Still, the interpretation and generalizability of the findings would require caution. One major limitation was inherent to the cross-sectional nature of our data and the study design. The characteristics and behaviors of interest were assessed at a single time point, so we could not systematically evaluate and control for individuals' baseline levels of stress and alcohol consumption before the survey period. Similarly, under all circumstances, stress and socioeconomic and demographic characteristics would not be the only cause leading to excessive alcohol consumption. Alternative causes and covariates (e.g., genes; Anthenelli and Grandison 2012) not included in the current analyses are ideal but not possible to control for the current study. Finally, the self-report data were also associated with potential biases and measurement errors (e.g., response bias, recall bias, social desirability, or time-to-time variation in responses). In particular, self-report of alcohol consumption tends to be underestimated, as alcohol intake is notoriously susceptible to social desirability biases (Davis et al. 2010). There were also a few analytical concerns. For example, we had a relatively small sample of uninsured adults (n = 21) and adults with Medicaid (n = 35) compared to privately insured adults (n = 495). Although the chi-square test of independence does not assume equality in cells, the logistic models tend to not converge well with smaller sample sizes and worsen with sporadic missing values in key variables.

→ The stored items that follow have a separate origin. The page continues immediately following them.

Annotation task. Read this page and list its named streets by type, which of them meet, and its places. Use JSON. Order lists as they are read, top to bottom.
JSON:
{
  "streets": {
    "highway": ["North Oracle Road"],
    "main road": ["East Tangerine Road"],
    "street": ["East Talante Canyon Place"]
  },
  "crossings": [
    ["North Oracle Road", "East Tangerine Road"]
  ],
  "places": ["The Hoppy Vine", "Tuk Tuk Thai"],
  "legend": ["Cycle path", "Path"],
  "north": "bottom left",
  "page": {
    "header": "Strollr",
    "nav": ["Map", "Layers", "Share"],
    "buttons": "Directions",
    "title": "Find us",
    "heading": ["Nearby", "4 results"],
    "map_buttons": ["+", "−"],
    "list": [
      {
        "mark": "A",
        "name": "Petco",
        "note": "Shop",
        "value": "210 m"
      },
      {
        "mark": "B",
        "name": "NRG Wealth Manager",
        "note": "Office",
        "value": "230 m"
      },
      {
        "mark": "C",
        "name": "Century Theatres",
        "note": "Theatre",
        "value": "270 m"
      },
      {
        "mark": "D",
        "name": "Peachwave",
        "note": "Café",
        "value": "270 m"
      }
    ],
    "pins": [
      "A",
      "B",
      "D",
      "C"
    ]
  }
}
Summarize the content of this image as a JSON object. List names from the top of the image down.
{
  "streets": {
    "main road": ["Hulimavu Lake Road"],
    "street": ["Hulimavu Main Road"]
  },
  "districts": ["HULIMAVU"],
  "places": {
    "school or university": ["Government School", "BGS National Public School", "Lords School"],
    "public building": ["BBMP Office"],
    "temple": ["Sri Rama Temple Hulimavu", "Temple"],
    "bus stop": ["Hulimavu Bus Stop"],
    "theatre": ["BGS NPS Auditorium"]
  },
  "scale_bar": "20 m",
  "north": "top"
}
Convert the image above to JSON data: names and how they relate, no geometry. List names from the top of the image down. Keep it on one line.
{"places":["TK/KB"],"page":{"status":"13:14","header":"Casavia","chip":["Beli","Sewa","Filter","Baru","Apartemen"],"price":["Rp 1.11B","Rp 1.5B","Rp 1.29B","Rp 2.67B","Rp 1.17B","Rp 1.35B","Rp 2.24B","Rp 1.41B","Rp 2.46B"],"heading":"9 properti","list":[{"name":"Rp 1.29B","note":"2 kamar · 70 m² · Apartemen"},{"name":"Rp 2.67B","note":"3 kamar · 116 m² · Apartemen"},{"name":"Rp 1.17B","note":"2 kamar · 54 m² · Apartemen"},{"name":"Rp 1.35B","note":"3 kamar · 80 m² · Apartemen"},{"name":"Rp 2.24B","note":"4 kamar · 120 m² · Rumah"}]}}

Future directions and policy implications

With refined analytical strategies (e.g., creating latent typologies of risk profiles among publicly insured and uninsured adults), future research could offer more comprehensive and holistic views regarding the effect of stress on health and health behaviors. Findings drawn from the study would hopefully raise awareness of increased social disparity in stress and excessive alcohol consumption during the pandemic. In all regards, quality primary care visits for adults reporting high levels of stress could be an alternative coping strategy to help intervene in problem drinking. However, our results also implied that providing public health insurance may not be sufficient for relieving the effect of stress on binge drinking. Thus, when it comes to eliminating risky alcohol consumption, policies and interventions may need to differentiate patterns of excessive alcohol consumption as the targets of intervention. Providing access to Medicaid for adults aged 18 to 64 may not be a panacea, and they would need to pay special attention to publicly insured adults at higher risk of binge drinking. Individuals who do not qualify for public health insurance (e.g., Medicaid) may still be eligible for some affordable marketplace private insurance. In these circumstances, our results highlighted a need for statewide and/or national efforts in reaching out to qualified uninsured adults to close the insurance coverage gap. Health First Colorado via Connect for Health Colorado, and the Affordable Care Act at both the state and national levels are examples of promising ways to effectively reduce the detrimental consequences of excessive drinking during a stressful time.